Why, 95 DOORS (All locked), of course. From the Mike Rosoff Corporation. But order now while supplies last, so you'll be ready for the late '96 (or '97) release of "Keys '96 (or '97)" which will, well, you know, sort of allow you to unlock at least a few of the 95 Doors, so you'll finally almost be ready to do something with the software.
Legal: CRASH AND BERNSTEIN, Attorneys at Law;
Truth or Consequences, New Mexico, US
Armed Robbery, Murder, Kidnapping, Treason ... we don't give a shit what your crime is ... we don't even wanna' know ... cause we get you off the old-fashioned way: By disassembling reality in court and convincing the jury beyond the shadow of a doubt that nothing -- absolutely NOTHING -- really exists. Or could ever possibly be what it claims to be.
And, now, your Mike Rosoff membership entitles you to a free legal consultation any day this week in our Crash and Bernstein online Chat Room. So stop by and tell us your filthy secrets.
Edutainfo: LEARN DESPERANTO IN 30 MINUTES
The World Desperanto Foundation; Berne, Switzerland
Desperanto -- the Universal Language of Despair -- was developed by a blue-ribbon international committee of really pissed-off people with impeccable credentials, sequestered together in Holiday Inns all over North America (a different one each day) for 15 years.
I mean, sometimes things can be sooooo bad -- but think how much worse they'd be if you were, say, really pissed off in a foreign country where you didn't speak the language. That's when you'll be sooooo happy that you can walk up to almost anybody, on any street corner or at any bar, anywhere in the world, and just start babbling away in Desperanto -- and they'll know exactly what you're saying.
And now, with our new intensive study course, included as an integral part of the Mike Rosoff Network installation process, you can learn the universal language of despair without lifting a finger, or turning a page or thinking a single thought.
Computers/Software: INTERNET IN A GLOVEBOX
Cry Inc.; Encinitas, CA
This latest and greatest entry in the Internet Browser Wars is the first software ever to be powered by Plutonium -- for enhanced performance.
OK, so maybe you do have to wear protective clothing and handle your keyboard using robot arms inside a lead-shielded glovebox, but the additional power more than makes up for these few inconveniences.
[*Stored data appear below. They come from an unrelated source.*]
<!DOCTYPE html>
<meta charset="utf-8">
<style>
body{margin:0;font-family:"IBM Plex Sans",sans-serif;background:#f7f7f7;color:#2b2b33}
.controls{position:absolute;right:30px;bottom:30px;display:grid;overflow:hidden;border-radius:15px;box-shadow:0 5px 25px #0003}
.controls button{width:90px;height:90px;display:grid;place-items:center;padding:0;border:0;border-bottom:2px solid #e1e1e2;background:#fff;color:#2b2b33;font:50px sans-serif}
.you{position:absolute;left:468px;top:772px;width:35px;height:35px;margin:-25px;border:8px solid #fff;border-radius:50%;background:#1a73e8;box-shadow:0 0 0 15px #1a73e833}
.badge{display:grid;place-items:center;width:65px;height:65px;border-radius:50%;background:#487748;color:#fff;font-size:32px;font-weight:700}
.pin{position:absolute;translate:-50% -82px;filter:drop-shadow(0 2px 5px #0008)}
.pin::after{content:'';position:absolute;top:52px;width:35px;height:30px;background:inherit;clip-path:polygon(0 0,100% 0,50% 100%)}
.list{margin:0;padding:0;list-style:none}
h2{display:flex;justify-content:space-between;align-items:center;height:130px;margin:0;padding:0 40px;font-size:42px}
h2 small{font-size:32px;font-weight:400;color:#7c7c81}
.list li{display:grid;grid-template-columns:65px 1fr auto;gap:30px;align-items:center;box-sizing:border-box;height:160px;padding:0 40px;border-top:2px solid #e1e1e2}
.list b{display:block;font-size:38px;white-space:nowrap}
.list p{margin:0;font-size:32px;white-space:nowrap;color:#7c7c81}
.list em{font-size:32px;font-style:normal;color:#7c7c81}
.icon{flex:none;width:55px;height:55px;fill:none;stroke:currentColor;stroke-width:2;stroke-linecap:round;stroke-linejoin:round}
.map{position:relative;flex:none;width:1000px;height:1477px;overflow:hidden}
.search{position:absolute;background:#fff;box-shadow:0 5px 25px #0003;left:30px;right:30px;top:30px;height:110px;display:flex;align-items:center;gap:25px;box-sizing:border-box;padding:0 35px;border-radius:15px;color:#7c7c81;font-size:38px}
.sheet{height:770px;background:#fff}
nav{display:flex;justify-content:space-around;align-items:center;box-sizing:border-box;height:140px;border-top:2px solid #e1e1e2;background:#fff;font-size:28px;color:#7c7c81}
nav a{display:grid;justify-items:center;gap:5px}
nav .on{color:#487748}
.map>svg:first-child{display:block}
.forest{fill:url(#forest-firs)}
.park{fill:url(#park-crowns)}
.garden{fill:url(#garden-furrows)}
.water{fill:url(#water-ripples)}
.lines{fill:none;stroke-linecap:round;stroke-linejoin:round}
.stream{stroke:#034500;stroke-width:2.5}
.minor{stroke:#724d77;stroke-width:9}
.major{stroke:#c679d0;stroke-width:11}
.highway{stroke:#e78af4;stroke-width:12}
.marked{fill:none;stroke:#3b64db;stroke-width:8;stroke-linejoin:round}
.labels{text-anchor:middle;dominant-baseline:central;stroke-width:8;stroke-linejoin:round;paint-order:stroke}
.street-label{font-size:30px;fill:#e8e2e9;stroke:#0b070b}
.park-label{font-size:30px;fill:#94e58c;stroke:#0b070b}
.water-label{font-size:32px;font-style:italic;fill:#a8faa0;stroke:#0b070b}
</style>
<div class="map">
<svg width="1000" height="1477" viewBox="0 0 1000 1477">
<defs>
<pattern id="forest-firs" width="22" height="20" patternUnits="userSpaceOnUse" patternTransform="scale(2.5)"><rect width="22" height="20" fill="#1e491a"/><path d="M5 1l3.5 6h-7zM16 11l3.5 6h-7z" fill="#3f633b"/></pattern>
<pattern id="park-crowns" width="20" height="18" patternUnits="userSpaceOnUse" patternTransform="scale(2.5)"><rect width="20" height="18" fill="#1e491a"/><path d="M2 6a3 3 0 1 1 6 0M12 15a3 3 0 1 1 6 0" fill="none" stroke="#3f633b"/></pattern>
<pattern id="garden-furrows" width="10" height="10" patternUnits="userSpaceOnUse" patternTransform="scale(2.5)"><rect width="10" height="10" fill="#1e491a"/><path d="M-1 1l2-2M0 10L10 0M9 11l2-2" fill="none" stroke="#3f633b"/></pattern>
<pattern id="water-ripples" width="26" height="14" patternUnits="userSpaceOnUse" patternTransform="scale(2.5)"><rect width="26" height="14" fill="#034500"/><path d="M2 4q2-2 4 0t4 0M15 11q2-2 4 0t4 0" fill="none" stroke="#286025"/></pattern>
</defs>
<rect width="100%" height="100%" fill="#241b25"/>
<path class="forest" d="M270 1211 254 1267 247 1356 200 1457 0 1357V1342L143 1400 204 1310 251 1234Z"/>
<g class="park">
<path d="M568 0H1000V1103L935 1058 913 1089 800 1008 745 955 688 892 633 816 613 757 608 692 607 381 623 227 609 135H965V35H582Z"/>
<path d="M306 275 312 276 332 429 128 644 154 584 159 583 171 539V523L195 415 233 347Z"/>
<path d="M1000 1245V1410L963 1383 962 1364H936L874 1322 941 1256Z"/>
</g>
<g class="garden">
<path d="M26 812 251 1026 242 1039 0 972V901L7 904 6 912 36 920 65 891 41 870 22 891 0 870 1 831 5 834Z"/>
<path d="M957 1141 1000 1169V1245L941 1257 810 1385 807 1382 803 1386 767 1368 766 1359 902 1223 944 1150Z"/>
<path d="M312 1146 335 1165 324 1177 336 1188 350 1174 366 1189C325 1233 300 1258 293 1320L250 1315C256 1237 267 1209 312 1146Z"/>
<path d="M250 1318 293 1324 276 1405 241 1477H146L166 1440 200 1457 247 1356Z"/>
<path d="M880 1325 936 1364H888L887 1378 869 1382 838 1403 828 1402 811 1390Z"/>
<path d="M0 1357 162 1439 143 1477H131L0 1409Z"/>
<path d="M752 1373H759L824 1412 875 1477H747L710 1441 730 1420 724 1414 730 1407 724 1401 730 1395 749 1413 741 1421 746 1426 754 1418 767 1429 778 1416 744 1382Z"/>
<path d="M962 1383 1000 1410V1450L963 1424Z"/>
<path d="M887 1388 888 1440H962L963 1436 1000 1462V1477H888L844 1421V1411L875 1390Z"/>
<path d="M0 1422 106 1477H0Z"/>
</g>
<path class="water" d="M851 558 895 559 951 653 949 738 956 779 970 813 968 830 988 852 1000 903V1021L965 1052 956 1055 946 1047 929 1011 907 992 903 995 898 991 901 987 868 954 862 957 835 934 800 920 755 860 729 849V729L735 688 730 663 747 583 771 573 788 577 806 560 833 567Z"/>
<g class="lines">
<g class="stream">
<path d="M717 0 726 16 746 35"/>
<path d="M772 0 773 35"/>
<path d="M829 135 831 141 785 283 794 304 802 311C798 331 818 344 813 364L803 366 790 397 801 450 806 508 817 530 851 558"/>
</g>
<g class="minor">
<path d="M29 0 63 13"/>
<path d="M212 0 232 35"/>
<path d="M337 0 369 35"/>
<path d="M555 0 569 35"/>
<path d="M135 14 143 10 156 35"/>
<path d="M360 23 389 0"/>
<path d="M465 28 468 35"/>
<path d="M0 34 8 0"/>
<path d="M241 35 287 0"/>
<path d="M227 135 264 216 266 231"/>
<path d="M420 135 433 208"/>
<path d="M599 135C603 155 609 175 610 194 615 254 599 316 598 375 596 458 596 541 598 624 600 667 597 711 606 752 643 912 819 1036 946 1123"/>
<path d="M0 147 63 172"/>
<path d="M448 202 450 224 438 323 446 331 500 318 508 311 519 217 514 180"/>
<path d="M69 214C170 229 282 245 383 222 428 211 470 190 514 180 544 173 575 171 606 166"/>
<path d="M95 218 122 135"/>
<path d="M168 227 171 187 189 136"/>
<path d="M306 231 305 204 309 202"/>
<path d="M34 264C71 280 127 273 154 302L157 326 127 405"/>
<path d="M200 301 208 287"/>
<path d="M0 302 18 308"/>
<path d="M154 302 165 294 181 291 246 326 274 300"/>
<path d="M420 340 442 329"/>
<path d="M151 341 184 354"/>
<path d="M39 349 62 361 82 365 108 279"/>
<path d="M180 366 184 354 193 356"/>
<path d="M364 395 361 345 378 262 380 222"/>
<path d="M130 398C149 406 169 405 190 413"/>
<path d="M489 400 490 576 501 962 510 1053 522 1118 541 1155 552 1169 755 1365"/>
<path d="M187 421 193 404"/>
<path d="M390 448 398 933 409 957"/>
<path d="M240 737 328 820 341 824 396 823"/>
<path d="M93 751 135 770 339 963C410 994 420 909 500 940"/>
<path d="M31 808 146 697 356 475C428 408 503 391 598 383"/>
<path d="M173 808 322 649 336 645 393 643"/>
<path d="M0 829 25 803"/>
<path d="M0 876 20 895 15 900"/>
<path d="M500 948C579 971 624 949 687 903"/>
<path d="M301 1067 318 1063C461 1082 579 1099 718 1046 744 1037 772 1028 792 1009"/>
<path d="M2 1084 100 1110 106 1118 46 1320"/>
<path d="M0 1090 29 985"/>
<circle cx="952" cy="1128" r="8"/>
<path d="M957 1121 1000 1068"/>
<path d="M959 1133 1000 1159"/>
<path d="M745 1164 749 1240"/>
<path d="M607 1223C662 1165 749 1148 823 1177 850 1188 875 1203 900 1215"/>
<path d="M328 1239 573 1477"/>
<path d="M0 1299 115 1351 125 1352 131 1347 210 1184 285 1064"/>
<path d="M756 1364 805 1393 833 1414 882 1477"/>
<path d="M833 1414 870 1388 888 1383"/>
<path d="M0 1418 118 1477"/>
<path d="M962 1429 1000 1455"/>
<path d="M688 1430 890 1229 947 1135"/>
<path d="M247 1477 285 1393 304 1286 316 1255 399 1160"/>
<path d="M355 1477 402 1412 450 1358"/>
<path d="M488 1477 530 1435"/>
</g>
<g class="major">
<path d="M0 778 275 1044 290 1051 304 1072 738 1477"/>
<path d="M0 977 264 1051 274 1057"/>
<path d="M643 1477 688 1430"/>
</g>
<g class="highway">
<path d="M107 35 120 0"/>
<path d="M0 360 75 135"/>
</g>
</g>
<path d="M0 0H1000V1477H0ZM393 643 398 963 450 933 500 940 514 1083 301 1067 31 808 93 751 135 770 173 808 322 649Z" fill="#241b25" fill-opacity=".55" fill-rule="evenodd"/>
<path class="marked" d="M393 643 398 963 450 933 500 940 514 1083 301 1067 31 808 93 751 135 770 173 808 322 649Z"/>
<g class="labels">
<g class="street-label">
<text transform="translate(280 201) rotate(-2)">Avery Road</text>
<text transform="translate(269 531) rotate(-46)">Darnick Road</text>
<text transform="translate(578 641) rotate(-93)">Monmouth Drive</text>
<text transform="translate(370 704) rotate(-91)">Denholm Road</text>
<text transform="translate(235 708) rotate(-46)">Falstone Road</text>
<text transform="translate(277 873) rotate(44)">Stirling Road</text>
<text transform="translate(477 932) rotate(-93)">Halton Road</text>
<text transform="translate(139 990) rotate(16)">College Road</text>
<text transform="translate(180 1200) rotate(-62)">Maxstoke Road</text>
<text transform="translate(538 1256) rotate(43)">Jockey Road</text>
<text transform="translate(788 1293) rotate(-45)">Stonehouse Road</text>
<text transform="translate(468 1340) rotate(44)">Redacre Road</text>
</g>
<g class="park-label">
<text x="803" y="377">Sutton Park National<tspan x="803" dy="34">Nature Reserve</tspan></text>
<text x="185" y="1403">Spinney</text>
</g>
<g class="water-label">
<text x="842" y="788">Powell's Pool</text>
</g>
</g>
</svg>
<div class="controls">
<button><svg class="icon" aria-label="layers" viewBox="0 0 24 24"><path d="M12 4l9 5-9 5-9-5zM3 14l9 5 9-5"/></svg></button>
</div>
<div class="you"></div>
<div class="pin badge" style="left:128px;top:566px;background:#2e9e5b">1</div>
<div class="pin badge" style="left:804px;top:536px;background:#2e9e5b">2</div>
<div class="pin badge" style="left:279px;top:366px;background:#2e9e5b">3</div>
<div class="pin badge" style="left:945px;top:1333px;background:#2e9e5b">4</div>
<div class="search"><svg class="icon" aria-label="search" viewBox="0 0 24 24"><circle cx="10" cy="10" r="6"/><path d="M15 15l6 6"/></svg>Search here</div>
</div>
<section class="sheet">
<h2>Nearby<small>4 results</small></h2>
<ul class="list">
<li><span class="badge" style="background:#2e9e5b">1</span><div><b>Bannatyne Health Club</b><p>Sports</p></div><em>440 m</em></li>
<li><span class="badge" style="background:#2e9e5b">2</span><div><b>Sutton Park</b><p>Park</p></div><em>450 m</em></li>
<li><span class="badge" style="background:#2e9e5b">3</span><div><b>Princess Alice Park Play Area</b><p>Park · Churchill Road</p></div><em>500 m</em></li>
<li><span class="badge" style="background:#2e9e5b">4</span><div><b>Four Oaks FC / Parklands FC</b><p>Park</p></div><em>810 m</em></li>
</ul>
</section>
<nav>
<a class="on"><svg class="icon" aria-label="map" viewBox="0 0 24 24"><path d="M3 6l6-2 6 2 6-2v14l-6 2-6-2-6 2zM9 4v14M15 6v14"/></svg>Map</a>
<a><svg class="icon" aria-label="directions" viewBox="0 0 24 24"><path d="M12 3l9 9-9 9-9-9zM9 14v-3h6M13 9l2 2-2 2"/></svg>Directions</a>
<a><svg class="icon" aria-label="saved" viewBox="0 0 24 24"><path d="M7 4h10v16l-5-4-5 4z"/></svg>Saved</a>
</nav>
What additional power? you ask -- well, uhhh, let's see, there's like, ya know, like you can call it by extra-long, extra-filthy names (you're no longer restricted to calling it filthy names of 8 letters or less). And then there's "plug-and-play." Plug in your video game unit and go play some game, and forget about the Internet.
Another Mike Rosoff exclusive. Check our shopping guide for ordering details.
Any information contained in Today on the Mike Rosoff Network, that wasn't created by the Mike Rosoff Corp is purely coincidental and its inclusion here should not imply cognitive processes on the part of MRN or any of its staff, employees, personnel, or workforce, nor should it imply the possibility of any actual world in which it might logically exist.
Mike Rosoff reserves the right to completely transform any privately-owned service on his network in the interest of undoing the chain of validation at the heart of dishonesty, stupidity and greed, and to terminate any service without prior written notice simply because it isn't being filthy and vicious enough.